Obama Appoints Aggressive New EEOC Members. President Obama has made a number of recess appointments to agencies, including new appointments to the U.S. Equal Employment Opportunity Commission. The EEOC appointments include Jacqueline Berrien as chair of the Commission. Ms. Berrien was associate director-counsel for the Legal Defense and Education Fund of the National Association for the Advancement of Colored People. Another noteworthy appointment is Chai Feldblum as Commissioner. Feldblum, who was a professor at Georgetown University School of Law, was legislative counsel for the AIDS Project of the American Civil Liberties Union and promoted the original enactment of the Americans with Disabilities Act in 1990. She is an advocate for gay, lesbian, and transgender rights. Obama also appointed P. David Lopez, a longtime EEOC attorney, as General Counsel, and Victoria Lipnic, who served as Assistant Secretary of Labor for Employment Standards under President George W. Bush, as a Republican Commissioner.

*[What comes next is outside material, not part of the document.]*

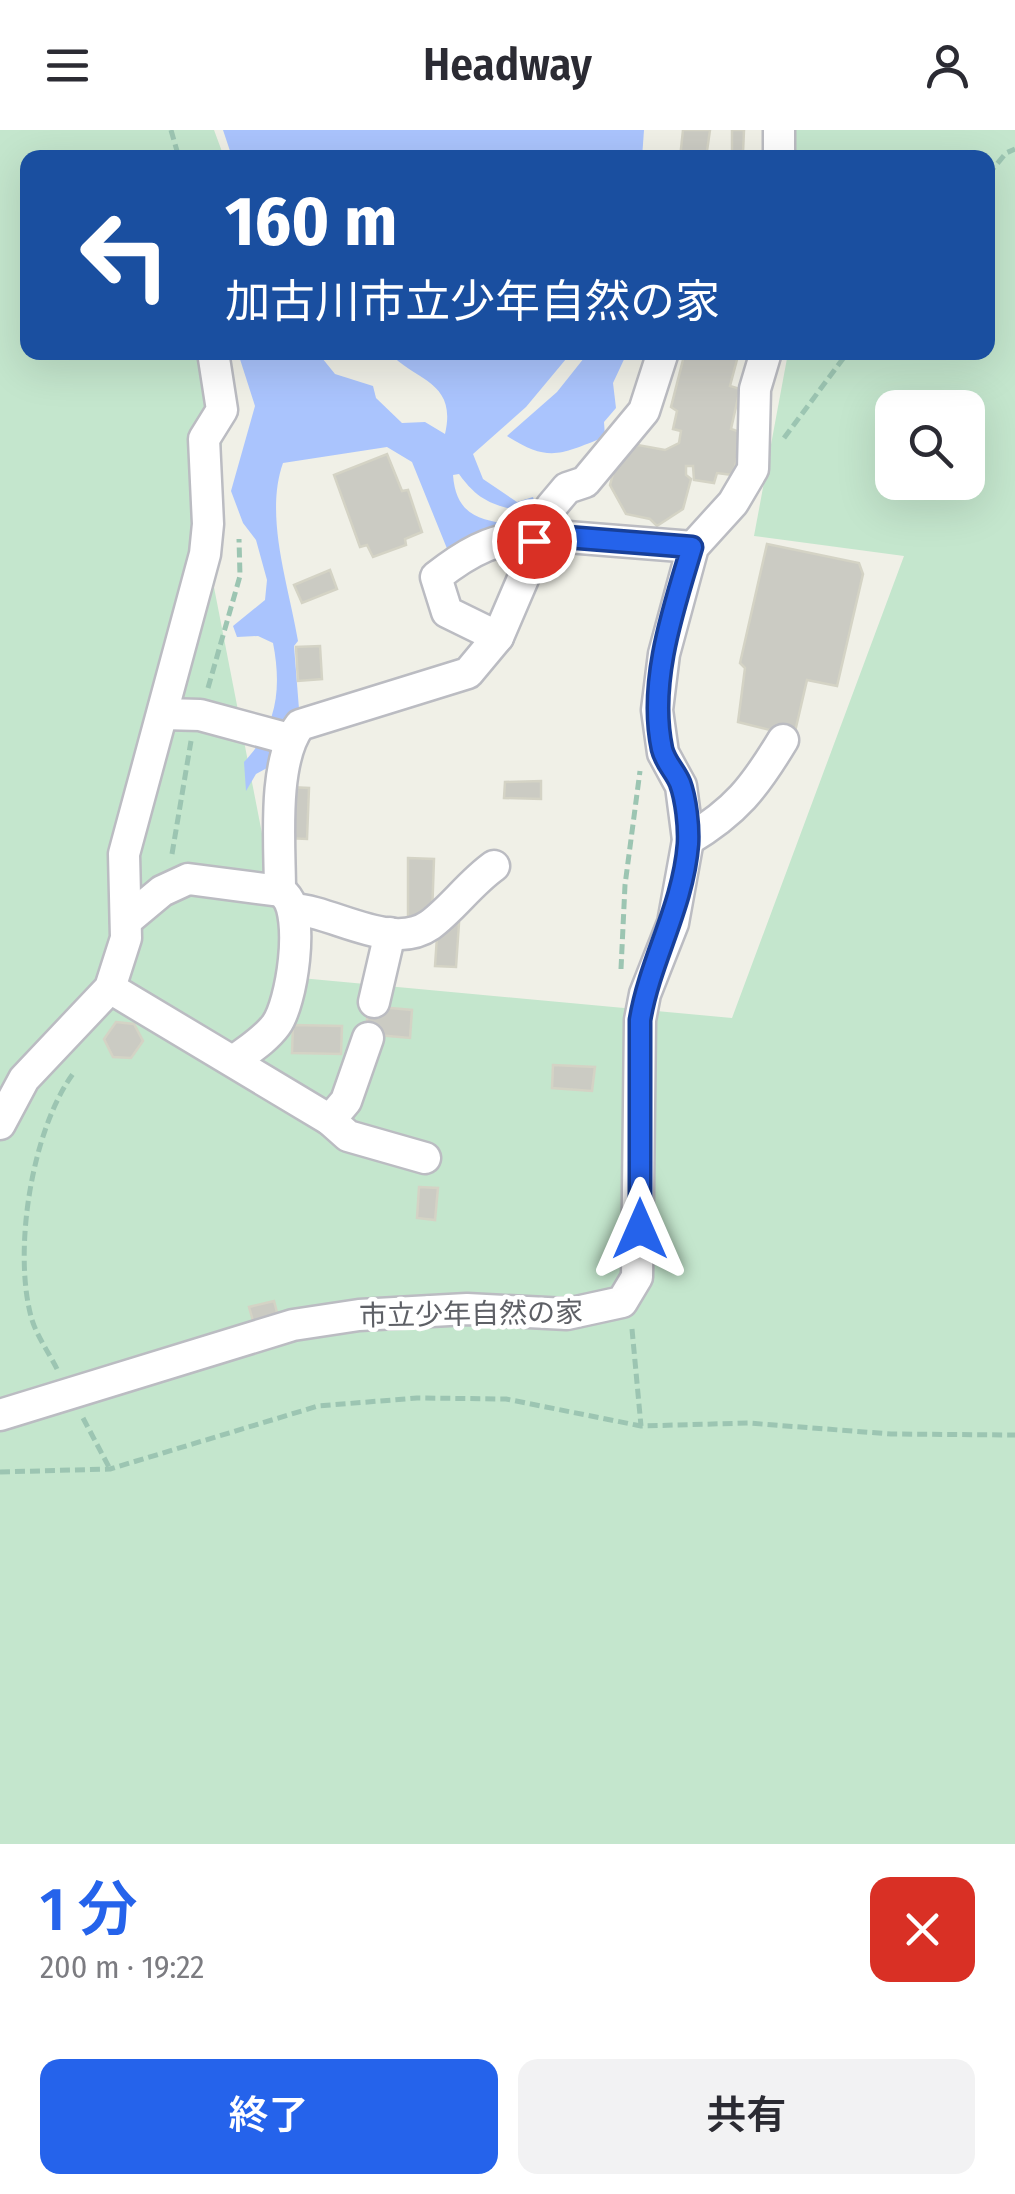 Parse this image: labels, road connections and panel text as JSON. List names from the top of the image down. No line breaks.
{"streets":{"lane":["市立少年自然の家"]},"page":{"header":"Headway","turn":["160 m","加古川市立少年自然の家"],"heading":["1 分","200 m · 19:22"],"buttons":["終了","共有"]}}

DOL Wage-Hour Division Does Away With Opinion Letters. Since the Fair Labor Standards Act, governing minimum wage, overtime, and child labor, was enacted in 1938, the Wage and Hour Division has issued opinion letters written in response to specific requests from employers, employees, unions, and attorneys. The Division has recently announced that it is abandoning this type of opinion letter in favor of “Administrator’s Interpretations.” Where opinion letters responded to specific situations, the Administrator’s Interpretations will “set forth a general interpretation of law and regulations, applicable across-the-board to all those affected by the provision in issue.” Retail employers should be aware that these interpretations will be issued primarily when the Administrator determines that the Division should take a more “employee-friendly” position than it has in the past.
FMLA Military Amendments? Even DOL Is Behind the Curve. If you are still getting up to speed on the new military provisions in the Family and Medical Leave Act (either the 2008 amendments, the January 2009 regulations, or the October 2009 amendments to the 2008 amendments), don’t feel too bad. The U.S. Department of Labor, which enforces the FMLA, is also behind the curve. The DOL website does not mention the latest amendments to the FMLA, and the mandatory FMLA poster doesn’t comply. More importantly, the recommended certification forms for military caregiver or qualifying exigency leave have not been updated to conform with the latest amendments, and reliance upon the forms that are currently in use could cause an employer to unknowingly violate the law by denying leave to an employee who is entitled to leave.
TOTAL EEOC CHARGES 1999 THROUGH 2009
The U.S. Supreme Court has agreed to decide whether oral (as opposed to written) complaints regarding pay issues are “protected activity” under the anti-retaliation provisions of the Fair Labor Standards Act. Although it is established that internal written complaints are protected, the U.S. Courts of Appeals are split as to whether oral complaints will suffice.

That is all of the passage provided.